WORK TASK
Search the records for "places". Report every line where it occurs.

INPUT DATA
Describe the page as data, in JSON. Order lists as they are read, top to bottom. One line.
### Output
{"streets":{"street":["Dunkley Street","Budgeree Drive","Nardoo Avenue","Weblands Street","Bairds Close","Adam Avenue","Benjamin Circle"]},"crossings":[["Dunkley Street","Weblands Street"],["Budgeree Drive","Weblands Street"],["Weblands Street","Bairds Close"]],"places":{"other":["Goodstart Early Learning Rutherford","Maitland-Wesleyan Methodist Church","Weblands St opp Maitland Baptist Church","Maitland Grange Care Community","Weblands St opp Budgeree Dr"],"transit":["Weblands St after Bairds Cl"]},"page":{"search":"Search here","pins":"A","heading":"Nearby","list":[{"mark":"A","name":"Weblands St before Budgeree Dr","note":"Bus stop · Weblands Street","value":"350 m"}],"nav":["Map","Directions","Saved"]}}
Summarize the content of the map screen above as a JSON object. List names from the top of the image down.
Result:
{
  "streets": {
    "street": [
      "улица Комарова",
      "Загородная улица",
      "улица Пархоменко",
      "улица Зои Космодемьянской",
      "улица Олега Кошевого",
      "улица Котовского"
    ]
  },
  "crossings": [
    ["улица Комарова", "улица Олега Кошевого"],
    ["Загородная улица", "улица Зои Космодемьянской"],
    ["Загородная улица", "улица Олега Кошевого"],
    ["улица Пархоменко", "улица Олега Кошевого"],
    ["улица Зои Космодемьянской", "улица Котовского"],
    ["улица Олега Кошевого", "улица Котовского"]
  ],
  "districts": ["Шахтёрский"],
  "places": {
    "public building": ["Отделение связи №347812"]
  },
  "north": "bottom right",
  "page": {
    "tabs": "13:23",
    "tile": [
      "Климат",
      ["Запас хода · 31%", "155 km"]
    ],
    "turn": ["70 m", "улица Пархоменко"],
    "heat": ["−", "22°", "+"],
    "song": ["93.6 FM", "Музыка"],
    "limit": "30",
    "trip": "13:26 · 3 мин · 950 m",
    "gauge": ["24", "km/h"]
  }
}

WRITTEN SOLUTION
{"streets":{"street":["Dunkley Street","Budgeree Drive","Nardoo Avenue","Weblands Street","Bairds Close","Adam Avenue","Benjamin Circle"]},"crossings":[["Dunkley Street","Weblands Street"],["Budgeree Drive","Weblands Street"],["Weblands Street","Bairds Close"]],"places":{"other":["Goodstart Early Learning Rutherford","Maitland-Wesleyan Methodist Church","Weblands St opp Maitland Baptist Church","Maitland Grange Care Community","Weblands St opp Budgeree Dr"],"transit":["Weblands St after Bairds Cl"]},"page":{"search":"Search here","pins":"A","heading":"Nearby","list":[{"mark":"A","name":"Weblands St before Budgeree Dr","note":"Bus stop · Weblands Street","value":"350 m"}],"nav":["Map","Directions","Saved"]}}
  "places": {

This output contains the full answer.